Georgia Offers Community Living Alternatives For Individuals With Disabilities
More than 2,300 individuals with disabilities currently institutionalized in Georgia’s eight public psychiatric hospitals and mental retardation facilities will have the opportunity to live in their communities with appropriate supports tailored to meet their individualized needs as a result of a settlement agreement between the state of Georgia and the HHS Office for Civil Rights (OCR).
Under the settlement, signed Tuesday, Georgia also will involve consumers and advocates in planning how best to provide adequate community services to meet the needs of all Georgians with disabilities who are either living in institutions or at risk of institutionalization without community supports.
“Georgia’s commitment to improve its community services through this settlement furthers the President’s New Freedom Initiative by supporting independent living and individual choice,” HHS Secretary Mike Leavitt said. “This agreement provides persons with disabilities greater opportunities to live within their home communities and have full access to community life.”
By enhancing community alternatives to institutionalization under the settlement, Georgia will promote individuals’ rights under the United States Supreme Court’s 1999 ruling in Olmstead v.

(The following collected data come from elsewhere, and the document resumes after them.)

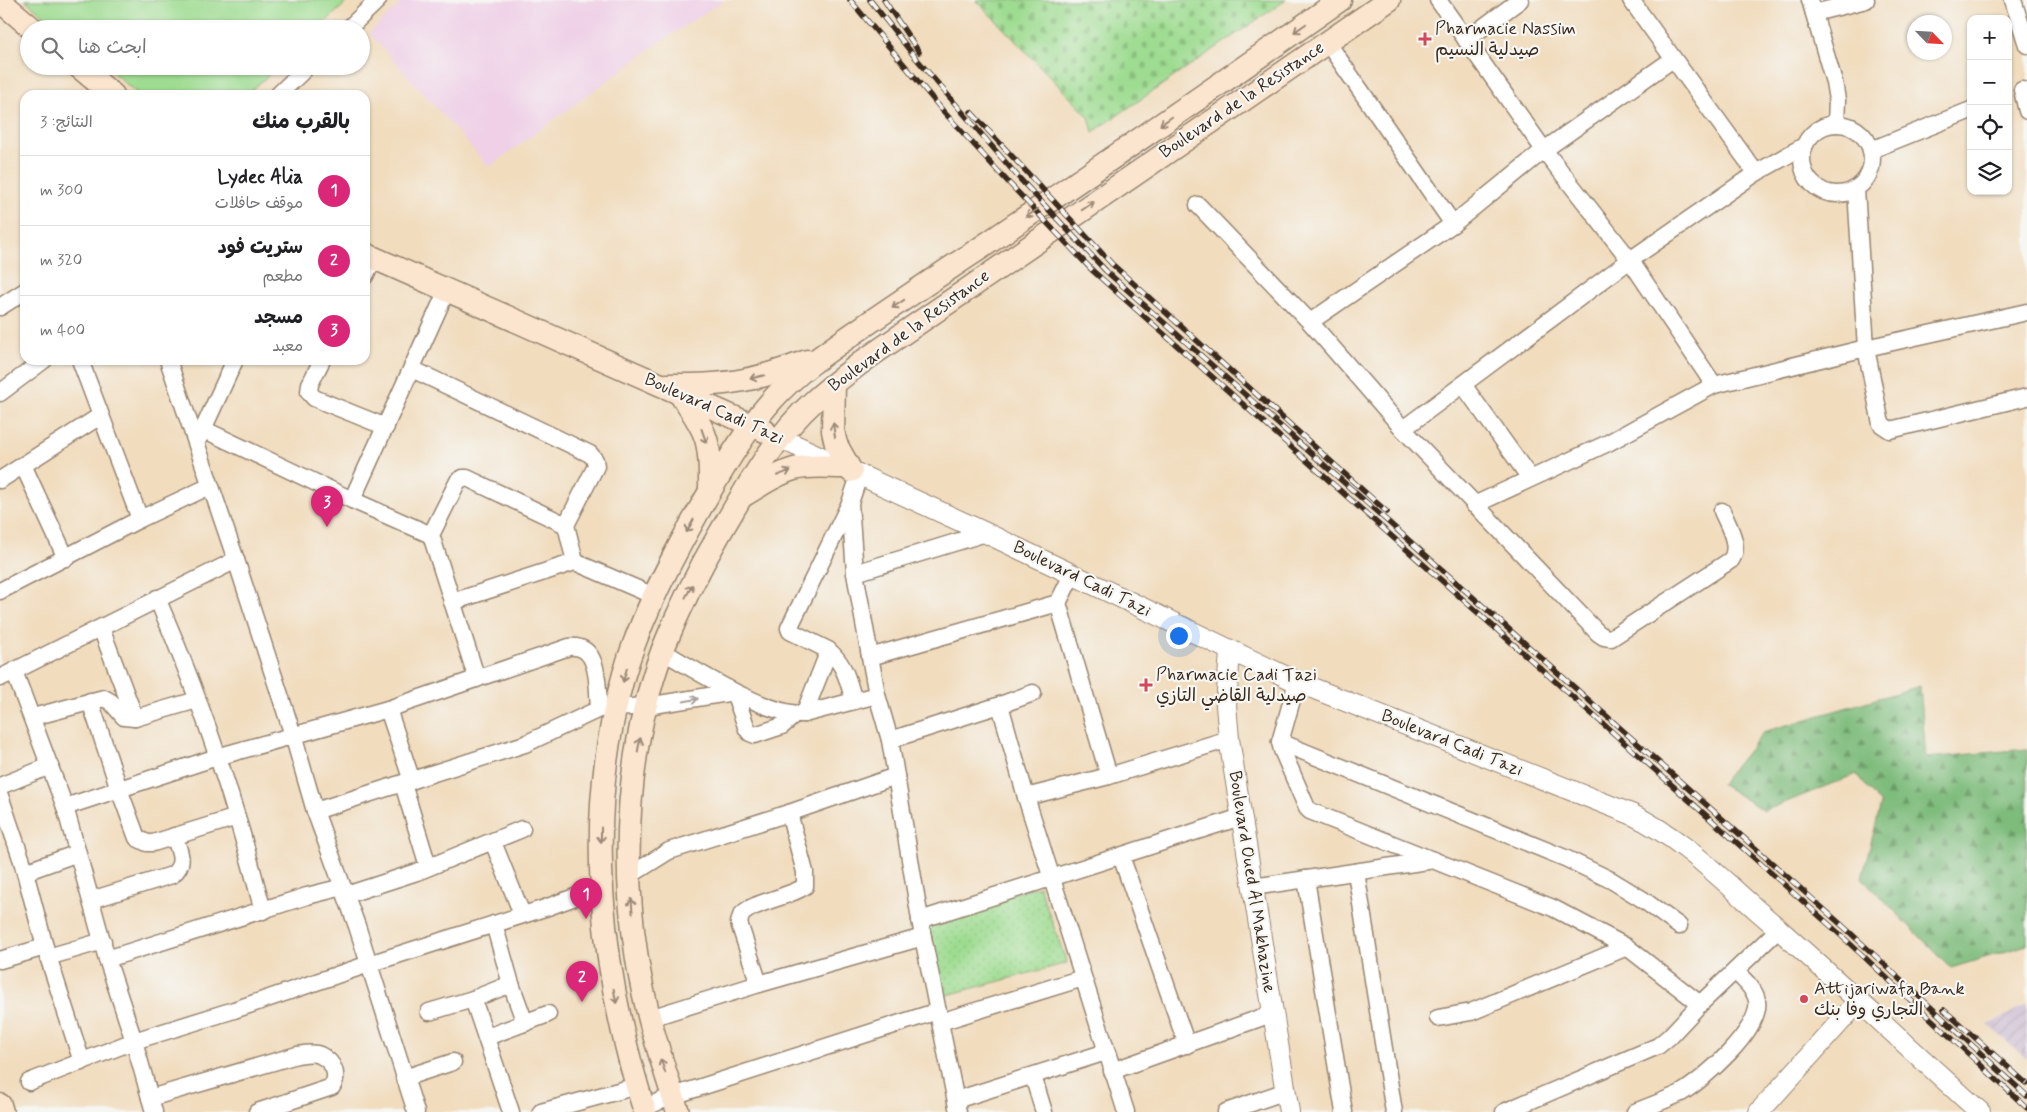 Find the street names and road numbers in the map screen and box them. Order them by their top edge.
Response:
street label: Boulevard de la Resistance [1155,36,1329,164]
street label: Boulevard de la Resistance [823,264,995,398]
street label: Boulevard Cadi Tazi [640,367,788,451]
street label: Boulevard Cadi Tazi [1009,535,1155,623]
street label: Boulevard Cadi Tazi [1378,704,1526,782]
street label: Boulevard Oued Al Makhazine [1223,769,1281,995]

L.C. that the unnecessary institutionalization of individuals with disabilities constitutes discrimination under the Americans with Disabilities Act (ADA).
“Every Georgian who faces mental illness or developmental disabilities has the right to be treated in a way that not only ensures the best outcome, but allows for the highest quality of life,” said Georgia Governor Sonny Perdue. “We’ve worked hard to make this agreement work, and the state of Georgia is committed to completing this effort.”

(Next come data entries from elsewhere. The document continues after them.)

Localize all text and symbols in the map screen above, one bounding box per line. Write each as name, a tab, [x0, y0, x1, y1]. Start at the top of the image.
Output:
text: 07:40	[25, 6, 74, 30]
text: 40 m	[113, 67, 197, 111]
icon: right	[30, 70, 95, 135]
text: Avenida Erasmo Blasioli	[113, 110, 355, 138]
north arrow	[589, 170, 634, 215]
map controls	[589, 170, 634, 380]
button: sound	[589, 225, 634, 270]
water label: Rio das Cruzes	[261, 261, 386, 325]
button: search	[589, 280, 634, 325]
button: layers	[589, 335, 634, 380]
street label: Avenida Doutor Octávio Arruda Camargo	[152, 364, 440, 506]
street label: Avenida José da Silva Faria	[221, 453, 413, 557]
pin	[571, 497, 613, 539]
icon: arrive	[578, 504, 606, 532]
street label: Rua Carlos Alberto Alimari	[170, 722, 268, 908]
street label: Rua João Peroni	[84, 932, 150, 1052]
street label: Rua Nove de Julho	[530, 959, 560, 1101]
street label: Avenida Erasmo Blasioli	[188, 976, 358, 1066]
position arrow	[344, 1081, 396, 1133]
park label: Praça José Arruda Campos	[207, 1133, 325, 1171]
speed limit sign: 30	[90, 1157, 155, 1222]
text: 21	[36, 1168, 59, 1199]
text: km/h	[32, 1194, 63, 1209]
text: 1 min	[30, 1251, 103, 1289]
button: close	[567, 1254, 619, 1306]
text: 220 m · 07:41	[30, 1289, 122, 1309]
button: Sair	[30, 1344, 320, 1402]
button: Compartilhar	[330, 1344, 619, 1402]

The agreement settles statewide complaints filed with OCR by the Georgia Advocacy Office, Atlanta Legal Aid Society, Georgia Legal Services Program, and the Disability Law and Policy Center of Georgia. The complaints alleged that, in violation of the ADA, Georgia has failed to treat individuals with developmental disabilities and mental health disabilities in the most integrated setting appropriate to their needs -- the setting that enables persons with disabilities to interact with people without disabilities to the fullest extent possible. “In this voluntary compliance agreement with the Federal Government, Georgia promises a serious effort to end the illegal segregation of its citizens with disabilities and to provide appropriate community alternatives,” said Sue Jamieson, the attorney with the Atlanta Legal Aid Society, who originally filed the Olmstead case, which arose in Georgia. “If the agreement results in long overdue residential supports and other needed community services, it could finally begin to heal the wounds we have all suffered from institutionalizing people who should be our neighbors.”

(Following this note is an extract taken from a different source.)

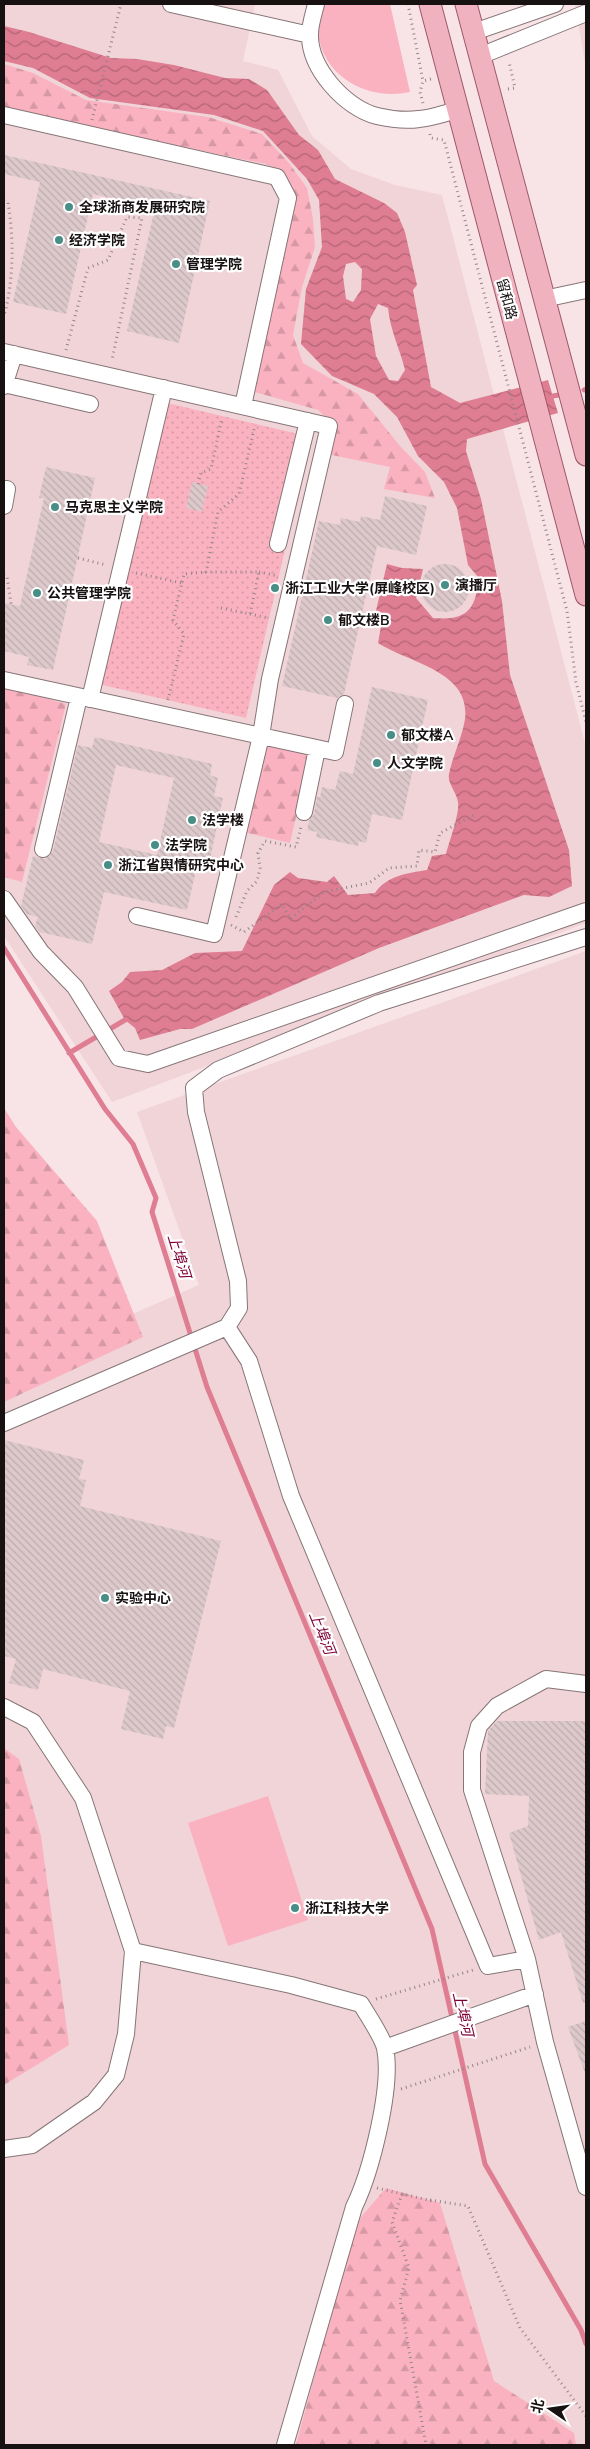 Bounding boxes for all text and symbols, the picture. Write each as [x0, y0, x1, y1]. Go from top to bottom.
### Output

Georgia’s implementation of the settlement agreement will rely, in part, on a $44 million dollar Money Follows the Person Rebalancing Demonstration Grant, which was awarded to the state by the HHS Centers for Medicare & Medicaid Services on June 30, 2008. This grant will allow Georgia to “rebalance” its Medicaid program away from long-term institutional care to one that offers individuals the option to live in the community. Experts from HHS’ Substance Abuse and Mental Health Services Administration will also work with Georgia officials to develop its community mental health system to carry out the requirements of the agreement.
“This settlement is a model for states in meeting their ADA obligations to eliminate unlawful institutionalization and provide adequate community alternatives,” said OCR Director Winston Wilkinson. “To combat ongoing disability discrimination, the HHS Office for Civil Rights will continue its enforcement efforts, along with promoting voluntary compliance and technical assistance to ensure states comply with the ADA and Olmstead decision.”